Le N.-B. veut faire plus de place aux entreprises d’ici

Le Nouveau-Brunswick dévoile sa stratégie pour faire plus de place aux entreprises d’ici dans l’approvisionnement et les contrats gouvernementaux.

Le gouvernement du premier ministre Blaine Higgs souhaite que les entreprises du Nouveau-Brunswick obtiennent une plus grande part des dépenses de la province.

Au cours des douze dernières années, Fredericton a dépensé en moyenne 1 milliard $ par année en contrat d’approvisionnement et de construction. Environ 77% de ses contrats ont été accordés à des entreprises du Nouveau-Brunswick.

Lundi, le gouvernement s’est engagé à faire passer ce taux à 80% d’ici la fin de l’année fiscale le 31 mars 2021.

«C’est un objectif ambitieux. Ça représente approximativement 30 millions $», a déclaré la ministre de Service NB, Mary Wilson, en conférence de presse.

Afin d’atteindre sa cible, le gouvernement a adopté une nouvelle politique d’approvisionnement visant à assurer que le gouvernement se tourne le plus souvent possible vers des entreprises locales pour la construction et pour obtenir des biens et des services.

La province a notamment modifié ses principes d’attribution des contrats pour tenir compte du rapport qualité-prix au-delà du simple critère du coût le plus bas.

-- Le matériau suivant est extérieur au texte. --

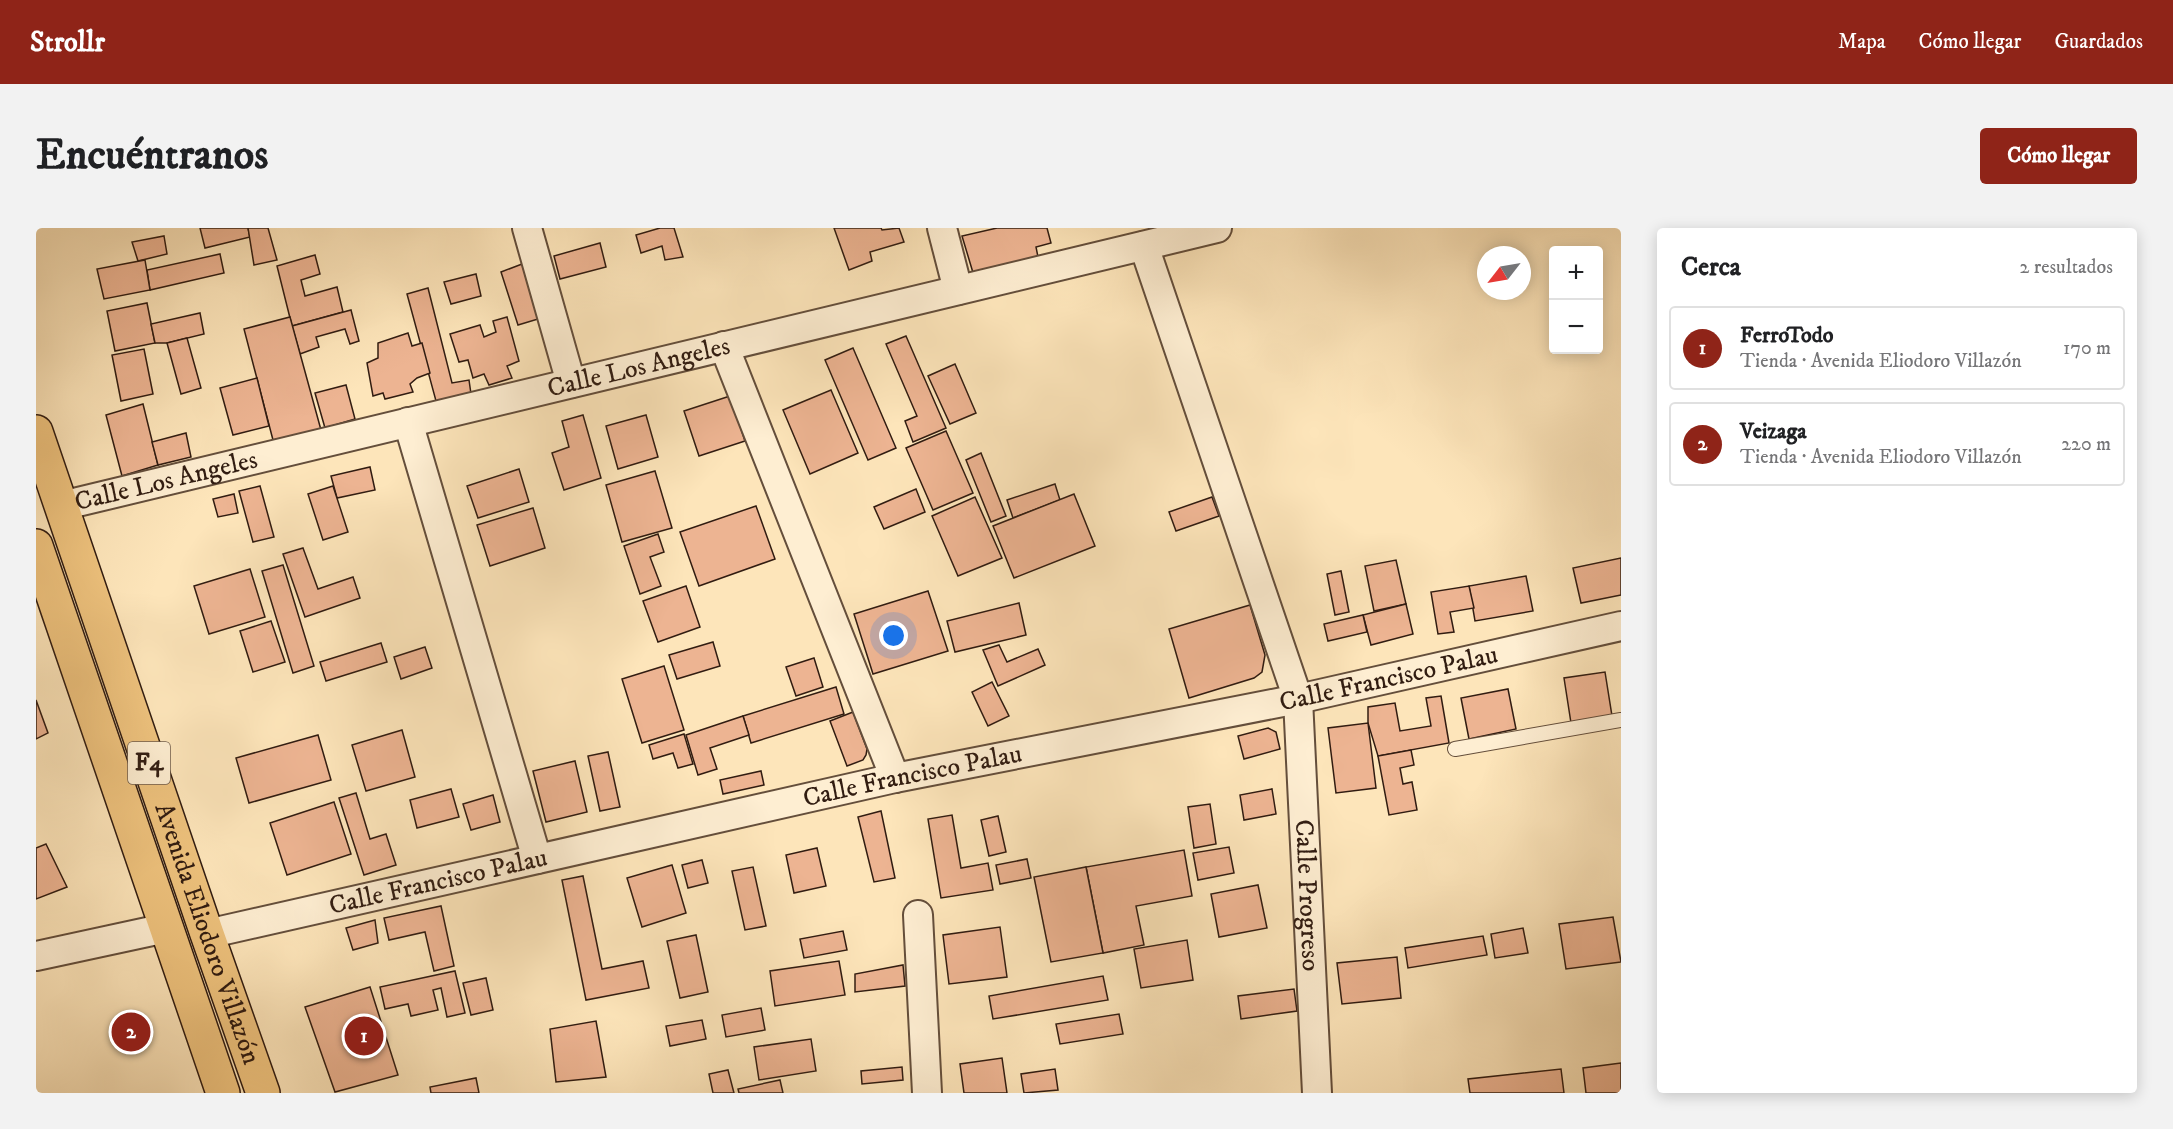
<!DOCTYPE html>
<html lang="es">
<head>
<meta charset="utf-8">
<style>
  body { margin:0; font-family:"IM FELL DW Pica",serif; background:#f2f2f2; color:#202124 }
  .controls { position:absolute; right:18px; top:18px; display:grid; overflow:hidden; border-radius:6px; box-shadow:0 3px 15px #0003 }
  .controls button { width:54px; height:54px; display:grid; place-items:center; padding:0; border:0; border-bottom:2px solid #e0e0e0; background:#fff; color:#202124; font:30px sans-serif }
  .compass { position:absolute; left:1441px; top:18px; width:54px; height:54px; border-radius:50%; background:#fff; box-shadow:0 3px 15px #0003; rotate:239deg }
  .you { position:absolute; left:858px; top:408px; width:21px; height:21px; margin:-15px; border:4px solid #fff; border-radius:50%; background:#1a73e8; box-shadow:0 0 0 9px #1a73e833 }
  .badge { display:grid; place-items:center; width:39px; height:39px; border-radius:50%; background:#8f2418; color:#fff; font-size:20px; font-weight:700 }
  .pin { position:absolute; translate:-50% -50%; border:3px solid #fff; box-shadow:0 2px 6px #0006 }
  .list { margin:0; padding:0; list-style:none }
  h2 { display:flex; justify-content:space-between; align-items:center; height:78px; margin:0; padding:0 24px; font-size:26px }
  h2 small { font-size:20px; font-weight:400; color:#757577 }
  .list li { display:grid; grid-template-columns:39px 1fr auto; gap:18px; align-items:center; box-sizing:border-box; height:84px; margin:0 12px 12px; padding:0 12px; border:2px solid #e0e0e0; border-radius:6px }
  .list b { display:block; font-size:22px; white-space:nowrap }
  .list p { margin:0; font-size:20px; white-space:nowrap; color:#757577 }
  .list em { font-size:20px; font-style:normal; color:#757577 }
  .map { position:relative; flex:none; width:1585px; height:865px; overflow:hidden; border-radius:6px }
  header { display:flex; align-items:center; gap:36px; box-sizing:border-box; height:84px; padding:0 30px; background:#8f2418; color:#fff }
  header strong { font-size:28px }
  nav { display:flex; gap:33px; margin-inline-start:auto; font-size:21px }
  .intro { display:flex; align-items:center; justify-content:space-between; box-sizing:border-box; height:144px; padding:0 36px }
  h1 { margin:0; font-size:42px }
  .button { padding:15px 27px; border-radius:6px; background:#8f2418; color:#fff; font-size:21px; font-weight:700 }
  main { display:flex; gap:36px; padding:0 36px }
  aside { flex:1; background:#fff; border-radius:6px; box-shadow:0 3px 15px #0003 }
  .map>svg:first-child { display:block }
  .building { fill:#edb492; stroke:#311c11; stroke-width:1.5 }
  .lines { fill:none; stroke-linecap:round; stroke-linejoin:round }
  .lane-casing { stroke:#644e3b; stroke-width:16 }
  .street-casing { stroke:#644e3b; stroke-width:32 }
  .highway-casing { stroke:#311c11; stroke-width:36 }
  .lane { stroke:#feeed2; stroke-width:14 }
  .street { stroke:#feeed2; stroke-width:28 }
  .highway { stroke:#eec27d; stroke-width:33 }
  .labels { text-anchor:middle; dominant-baseline:central; stroke-width:5; stroke-linejoin:round; paint-order:stroke }
  .shield { fill:#feeed2; stroke:#6e5b4b; stroke-width:1.5 }
  .shield-label { font-size:24px; font-weight:bold; fill:#311c11 }
  .street-label { font-size:26px; fill:#311c11; stroke:#feeed2 }
</style>
</head>
<body>
<header>
<strong>Strollr</strong>
<nav><a>Mapa</a><a>Cómo llegar</a><a>Guardados</a></nav>
</header>
<div class="intro"><h1>Encuéntranos</h1><a class="button">Cómo llegar</a></div>
<main>
<div class="map">
<svg width="1585" height="865" viewBox="0 0 1585 865">
  <rect width="100%" height="100%" fill="#fde5ba"/>
  <filter id="stains"><feTurbulence type="fractalNoise" baseFrequency=".00333" numOctaves="4"/><feColorMatrix values="0 0 0 0 .2 0 0 0 0 .09 0 0 0 0 .02 0 0 0 .5 -.17"/></filter>
  <radialGradient id="worn" r=".72"><stop offset=".6" stop-color="#630" stop-opacity="0"/><stop offset="1" stop-color="#630" stop-opacity=".3"/></radialGradient>
  <g class="building">
    <path d="M 164,0 L 212,0 L 214,9 L 169,20 Z"/>
    <path d="M 212,0 L 232,0 L 241,32 L 218,37 Z"/>
    <path d="M 624,0 L 638,0 L 647,29 L 629,32 L 626,18 L 605,25 L 600,7 Z"/>
    <path d="M 798,0 L 845,0 L 846,2 L 863,0 L 868,14 L 834,24 L 836,33 L 813,42 Z"/>
    <path d="M 961,0 L 1011,0 L 1015,15 L 1000,19 L 1003,34 L 938,48 L 926,8 Z"/>
    <path d="M 128,8 L 131,26 L 102,33 L 96,14 Z"/>
    <path d="M 564,15 L 570,39 L 524,51 L 518,28 Z"/>
    <path d="M 184,26 L 188,45 L 114,62 L 111,42 Z"/>
    <path d="M 279,27 L 284,46 L 265,52 L 269,68 L 301,59 L 307,84 L 256,98 L 241,38 Z"/>
    <path d="M 109,32 L 114,62 L 68,71 L 61,41 Z"/>
    <path d="M 486,36 L 502,91 L 482,97 L 465,44 Z"/>
    <path d="M 440,46 L 445,68 L 415,76 L 408,54 Z"/>
    <path d="M 392,60 L 416,155 L 433,152 L 435,166 L 400,173 L 371,66 Z"/>
    <path d="M 111,75 L 119,115 L 79,123 L 71,83 Z"/>
    <path d="M 315,82 L 323,113 L 314,116 L 309,101 L 280,109 L 283,119 L 264,126 L 256,98 Z"/>
    <path d="M 164,85 L 168,106 L 131,115 L 119,115 L 115,96 Z"/>
    <path d="M 254,89 L 285,202 L 237,212 L 208,101 Z"/>
    <path d="M 471,89 L 483,133 L 471,138 L 476,150 L 453,157 L 448,146 L 437,150 L 432,132 L 423,134 L 414,106 L 444,97 L 448,109 L 460,104 L 457,93 Z"/>
    <path d="M 372,105 L 376,118 L 386,115 L 394,145 L 381,150 L 374,156 L 377,164 L 349,171 L 347,165 L 337,168 L 331,135 L 342,130 L 342,115 Z"/>
    <path d="M 870,108 L 910,200 L 877,214 L 869,193 L 881,188 L 850,116 Z"/>
    <path d="M 151,110 L 165,160 L 145,166 L 131,115 Z"/>
    <path d="M 817,120 L 860,220 L 832,232 L 789,132 Z"/>
    <path d="M 108,121 L 117,166 L 85,173 L 76,127 Z"/>
    <path d="M 919,136 L 940,185 L 914,196 L 892,148 Z"/>
    <path d="M 221,150 L 233,198 L 197,207 L 184,160 Z"/>
    <path d="M 310,157 L 319,191 L 289,200 L 279,165 Z"/>
    <path d="M 795,162 L 822,225 L 774,246 L 747,182 Z"/>
    <path d="M 694,168 L 709,213 L 663,228 L 648,183 Z"/>
    <path d="M 107,176 L 122,237 L 86,248 L 70,187 Z"/>
    <path d="M 547,187 L 565,250 L 528,262 L 516,225 L 533,219 L 526,193 Z"/>
    <path d="M 610,187 L 622,229 L 582,241 L 570,198 Z"/>
    <path d="M 910,203 L 937,265 L 897,282 L 870,220 Z"/>
    <path d="M 150,205 L 155,229 L 122,237 L 116,214 Z"/>
    <path d="M 945,225 L 970,288 L 955,294 L 930,232 Z"/>
    <path d="M 334,239 L 339,262 L 301,270 L 295,248 Z"/>
    <path d="M 483,241 L 493,274 L 442,290 L 431,258 Z"/>
    <path d="M 619,243 L 636,300 L 586,314 L 570,257 Z"/>
    <path d="M 1019,256 L 1024,272 L 977,290 L 971,272 Z"/>
    <path d="M 224,258 L 238,309 L 217,314 L 203,263 Z"/>
    <path d="M 297,258 L 312,304 L 287,312 L 272,266 Z"/>
    <path d="M 880,261 L 889,284 L 848,301 L 838,279 Z"/>
    <path d="M 198,266 L 202,285 L 182,289 L 177,271 Z"/>
    <path d="M 1038,266 L 1059,318 L 978,350 L 957,298 Z"/>
    <path d="M 939,269 L 966,330 L 922,348 L 896,288 Z"/>
    <path d="M 1176,269 L 1183,288 L 1140,303 L 1133,284 Z"/>
    <path d="M 720,278 L 739,331 L 663,358 L 644,304 Z"/>
    <path d="M 497,280 L 509,320 L 454,338 L 441,297 Z"/>
    <path d="M 622,306 L 628,324 L 614,329 L 625,358 L 604,366 L 588,318 Z"/>
    <path d="M 267,320 L 282,361 L 317,349 L 324,370 L 269,389 L 247,326 Z"/>
    <path d="M 1585,330 L 1585,367 L 1545,375 L 1537,340 Z"/>
    <path d="M 1360,332 L 1370,376 L 1338,383 L 1329,338 Z"/>
    <path d="M 247,337 L 278,438 L 257,445 L 226,343 Z"/>
    <path d="M 214,341 L 229,389 L 173,406 L 158,358 Z"/>
    <path d="M 1305,343 L 1313,384 L 1299,387 L 1291,346 Z"/>
    <path d="M 1490,348 L 1497,383 L 1439,393 L 1433,358 Z"/>
    <path d="M 650,358 L 664,399 L 622,414 L 607,373 Z"/>
    <path d="M 1433,358 L 1438,380 L 1414,384 L 1418,404 L 1402,406 L 1395,364 Z"/>
    <path d="M 892,363 L 912,423 L 837,446 L 818,386 Z"/>
    <path d="M 983,375 L 990,407 L 919,424 L 911,393 Z"/>
    <path d="M 1370,376 L 1377,406 L 1335,417 L 1327,387 Z"/>
    <path d="M 1214,377 L 1229,427 L 1226,444 L 1218,450 L 1153,470 L 1133,401 Z"/>
    <path d="M 1327,387 L 1331,404 L 1292,413 L 1288,396 Z"/>
    <path d="M 235,393 L 249,434 L 217,444 L 204,403 Z"/>
    <path d="M 677,414 L 684,438 L 641,451 L 633,427 Z"/>
    <path d="M 345,415 L 351,434 L 290,453 L 284,434 Z"/>
    <path d="M 963,417 L 971,434 L 1002,421 L 1009,437 L 962,458 L 947,422 Z"/>
    <path d="M 389,419 L 396,440 L 365,451 L 358,429 Z"/>
    <path d="M 778,430 L 787,459 L 760,468 L 750,439 Z"/>
    <path d="M 628,438 L 648,502 L 606,515 L 586,451 Z"/>
    <path d="M 1569,444 L 1576,488 L 1535,495 L 1528,450 Z"/>
    <path d="M 956,454 L 973,488 L 952,498 L 936,464 Z"/>
    <path d="M 800,459 L 808,486 L 715,515 L 707,488 Z"/>
    <path d="M 1472,461 L 1480,501 L 1433,511 L 1425,470 Z"/>
    <path d="M 1405,468 L 1413,515 L 1342,528 L 1332,495 L 1332,479 L 1359,475 L 1364,503 L 1395,498 L 1390,470 Z"/>
    <path d="M 0,472 L 12,505 L 0,511 Z"/>
    <path d="M 817,484 L 831,521 L 830,527 L 827,532 L 811,538 L 794,493 Z"/>
    <path d="M 707,488 L 713,507 L 674,520 L 681,541 L 662,547 L 650,507 Z"/>
    <path d="M 1332,495 L 1340,560 L 1300,565 L 1292,500 Z"/>
    <path d="M 1232,500 L 1240,504 L 1244,521 L 1208,531 L 1202,508 Z"/>
    <path d="M 366,502 L 379,549 L 330,563 L 316,517 Z"/>
    <path d="M 648,506 L 657,536 L 642,540 L 637,525 L 617,531 L 613,517 Z"/>
    <path d="M 282,507 L 295,552 L 213,575 L 200,530 Z"/>
    <path d="M 1375,522 L 1378,537 L 1364,540 L 1367,556 L 1376,554 L 1381,582 L 1353,587 L 1342,528 Z"/>
    <path d="M 572,524 L 584,579 L 564,583 L 552,528 Z"/>
    <path d="M 539,533 L 551,584 L 510,594 L 497,543 Z"/>
    <path d="M 725,543 L 728,557 L 687,566 L 684,552 Z"/>
    <path d="M 415,561 L 423,589 L 381,600 L 374,572 Z"/>
    <path d="M 1236,561 L 1240,586 L 1208,592 L 1204,567 Z"/>
    <path d="M 320,565 L 334,611 L 350,606 L 360,637 L 328,647 L 303,570 Z"/>
    <path d="M 457,567 L 464,594 L 435,602 L 427,576 Z"/>
    <path d="M 298,574 L 315,626 L 251,647 L 234,595 Z"/>
    <path d="M 1174,576 L 1180,616 L 1158,620 L 1152,579 Z"/>
    <path d="M 845,583 L 859,650 L 838,654 L 822,589 Z"/>
    <path d="M 916,587 L 925,640 L 952,635 L 957,662 L 905,670 L 892,591 Z"/>
    <path d="M 962,588 L 970,624 L 953,628 L 945,592 Z"/>
    <path d="M 10,616 L 31,659 L 0,671 L 0,620 Z"/>
    <path d="M 1193,619 L 1198,645 L 1162,652 L 1157,625 Z"/>
    <path d="M 781,620 L 790,658 L 758,665 L 750,627 Z"/>
    <path d="M 1148,622 L 1156,668 L 1100,678 L 1108,717 L 1067,725 L 1050,639 Z"/>
    <path d="M 991,631 L 995,650 L 964,656 L 960,637 Z"/>
    <path d="M 666,632 L 672,655 L 652,660 L 646,637 Z"/>
    <path d="M 636,637 L 650,685 L 606,699 L 591,650 Z"/>
    <path d="M 717,639 L 730,698 L 709,702 L 696,643 Z"/>
    <path d="M 1050,639 L 1067,725 L 1015,734 L 998,649 Z"/>
    <path d="M 547,648 L 566,741 L 607,733 L 613,760 L 550,772 L 526,652 Z"/>
    <path d="M 1222,657 L 1231,700 L 1183,709 L 1175,666 Z"/>
    <path d="M 405,678 L 418,738 L 398,743 L 389,704 L 353,712 L 348,690 Z"/>
    <path d="M 1577,689 L 1585,734 L 1530,741 L 1523,696 Z"/>
    <path d="M 339,692 L 342,715 L 317,722 L 310,700 Z"/>
    <path d="M 964,699 L 971,749 L 913,756 L 907,707 Z"/>
    <path d="M 1487,700 L 1492,725 L 1459,730 L 1455,706 Z"/>
    <path d="M 807,703 L 811,722 L 768,730 L 764,711 Z"/>
    <path d="M 660,707 L 672,764 L 644,770 L 631,713 Z"/>
    <path d="M 1447,708 L 1451,727 L 1372,740 L 1369,720 Z"/>
    <path d="M 1151,712 L 1157,752 L 1105,760 L 1098,721 Z"/>
    <path d="M 1361,729 L 1365,770 L 1306,776 L 1301,735 Z"/>
    <path d="M 803,733 L 809,767 L 739,778 L 734,743 Z"/>
    <path d="M 867,737 L 869,758 L 819,764 L 819,746 Z"/>
    <path d="M 419,743 L 429,785 L 411,789 L 405,760 L 397,762 L 402,782 L 375,788 L 372,776 L 349,781 L 344,759 Z"/>
    <path d="M 1067,748 L 1072,772 L 957,791 L 953,768 Z"/>
    <path d="M 450,750 L 457,782 L 435,787 L 427,755 Z"/>
    <path d="M 334,759 L 362,847 L 299,864 L 269,779 Z"/>
    <path d="M 1258,761 L 1261,783 L 1205,791 L 1202,768 Z"/>
    <path d="M 725,780 L 729,802 L 690,809 L 686,787 Z"/>
    <path d="M 1083,786 L 1087,806 L 1024,816 L 1020,796 Z"/>
    <path d="M 666,792 L 670,811 L 634,818 L 630,798 Z"/>
    <path d="M 560,793 L 570,849 L 520,854 L 514,801 Z"/>
    <path d="M 775,811 L 780,843 L 723,852 L 718,819 Z"/>
    <path d="M 966,830 L 971,865 L 928,865 L 924,836 Z"/>
    <path d="M 1585,835 L 1585,865 L 1550,865 L 1547,840 Z"/>
    <path d="M 866,839 L 867,852 L 826,856 L 825,843 Z"/>
    <path d="M 1019,841 L 1022,862 L 988,865 L 985,846 Z"/>
    <path d="M 1525,841 L 1528,865 L 1434,865 L 1432,851 Z"/>
    <path d="M 692,842 L 698,865 L 677,865 L 673,846 Z"/>
    <path d="M 440,850 L 443,865 L 395,865 L 394,859 Z"/>
    <path d="M 744,852 L 747,865 L 703,865 L 702,861 Z"/>
  </g>
  <g class="lines">
    <g class="lane-casing">
      <path id="lane" d="M 1419,521 L 1585,492"/>
    </g>
    <g class="street-casing">
      <g id="street">
        <path d="M 491,0 L 535,155"/>
        <path d="M 906,0 L 922,62"/>
        <path id="s1" d="M 1108,18 L 1262,471 L 1281,865"/>
        <path d="M 688,118 L 859,550"/>
        <path d="M 372,194 L 501,631"/>
        <path id="s2" d="M 25,278 L 1181,0"/>
        <path d="M 882,687 L 891,865"/>
        <path id="s3" d="M 171,706 L 859,550 L 1262,471 L 1585,398"/>
        <path d="M 0,728 L 130,700"/>
      </g>
    </g>
    <g class="highway-casing">
      <g id="highway">
        <path id="s4" d="M 0,204 L 171,706 L 227,865"/>
        <path d="M 0,318 L 187,865"/>
      </g>
    </g>
    <use href="#lane" class="lane"/>
    <use href="#street" class="street"/>
    <use href="#highway" class="highway"/>
  </g>
  <g class="labels">
    <rect class="shield" x="92" y="514" width="42" height="42" rx="4.5"/>
    <g class="shield-label">
      <text x="113" y="535">F4</text>
    </g>
    <g class="street-label">
      <text stroke="none"><textPath href="#s2" startOffset="594">Calle Los Angeles</textPath></text>
      <text stroke="none"><textPath href="#s2" startOffset="108">Calle Los Angeles</textPath></text>
      <text stroke="none"><textPath href="#s3" startOffset="1209">Calle Francisco Palau</textPath></text>
      <text stroke="none"><textPath href="#s3" startOffset="723">Calle Francisco Palau</textPath></text>
      <text stroke="none"><textPath href="#s3" startOffset="237">Calle Francisco Palau</textPath></text>
      <text stroke="none"><textPath href="#s1" startOffset="675">Calle Progreso</textPath></text>
      <text stroke="none"><textPath href="#s4" startOffset="530">Avenida Eliodoro Villazón</textPath></text>
    </g>
  </g>
  <rect width="100%" height="100%" filter="url(#stains)"/>
  <rect width="100%" height="100%" fill="url(#worn)"/>
</svg>
<div class="controls">
<button>+</button>
<button>−</button>
</div>
<svg class="compass" viewBox="-18 -18 36 36"><path d="M0-13l5 13h-10z" fill="#e53935"/><path d="M0 13l5-13h-10z" fill="#757577"/></svg>
<div class="you"></div>
<div class="pin badge" style="left:328px;top:808px">1</div>
<div class="pin badge" style="left:95px;top:804px">2</div>
</div>
<aside>
<h2>Cerca<small>2 resultados</small></h2>
<ul class="list">
<li><span class="badge">1</span><div><b>FerroTodo</b><p>Tienda · Avenida Eliodoro Villazón</p></div><em>170 m</em></li>
<li><span class="badge">2</span><div><b>Veizaga</b><p>Tienda · Avenida Eliodoro Villazón</p></div><em>220 m</em></li>
</ul>
</aside>
</main>
</body>
</html>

Les contrats d’envergure qui sont trop gros pour les petites et moyennes entreprises du Nouveau-Brunswick seront divisés en de plus petits contrats plus nombreux pour leur donner la chance d’obtenir une part du gâteau.

Le gouvernement va aussi moderniser son système d’appels d’offres pour permettre aux entreprises de participer en ligne au lieu d’avoir à se déplacer en personne pour déposer une offre. Cette initiative devrait aider les petites entreprises qui se trouvent loin de la capitale provinciale à participer au processus.

D’autres initiatives comme de la formation en ligne et des événements de réseautage aideront les petites entreprises à se familiariser avec le processus d’approvisionnement du gouvernement.

Fredericton assure que son plan respecte les accords commerciaux comme les traités de libre-échange qui dictent souvent comment les conditions des interactions entre les gouvernements et les entreprises.

«Nous maximisons l’utilisation des exemptions qui sont à notre disposition dans nos accords commerciaux dans les domaines du développement économique régional, de l’alimentation locale et des produits culturels», a avancé Mme Wilson.

«Ces exemptions nous permettent d’attribuer des marchés publics à des entreprises du Nouveau-Brunswick afin de promouvoir le développement économique», a-t-elle dit.

Les entreprises de la province attendaient une stratégie comme celle-ci depuis longtemps, a témoigné le président-directeur général du Conseil économique du Nouveau-Brunswick, Gaëtan Thomas.

«Les membres de notre association sont très heureux de faire partie de ça parce que ça fait des années qu’on en parle.»

«On pourrait réinjecter entre 30 et 35 millions $ dans notre économie. Ça veut dire plus d’emplois, plus de croissance et plus d’exportation.»

M. Thomas ne craint pas que les autres provinces sanctionnent les entreprises du Nouveau-Brunswick en guise de représailles puisqu’elles possèdent déjà des stratégies similaires.

«La Nouvelle-Écosse, le Québec, ils ont toujours eu des stratégies mettant la Nouvelle-Écosse ou le Québec en premier. Nous, on a toujours été enclins à aller vers les offres plus basses, mais le plus bas prix n’est pas toujours le meilleur prix.»

Gaëtan Thomas se réjouit que la qualité des marchandises et des services et l’aspect local fassent dorénavant partie de la formule d’attribution des contrats.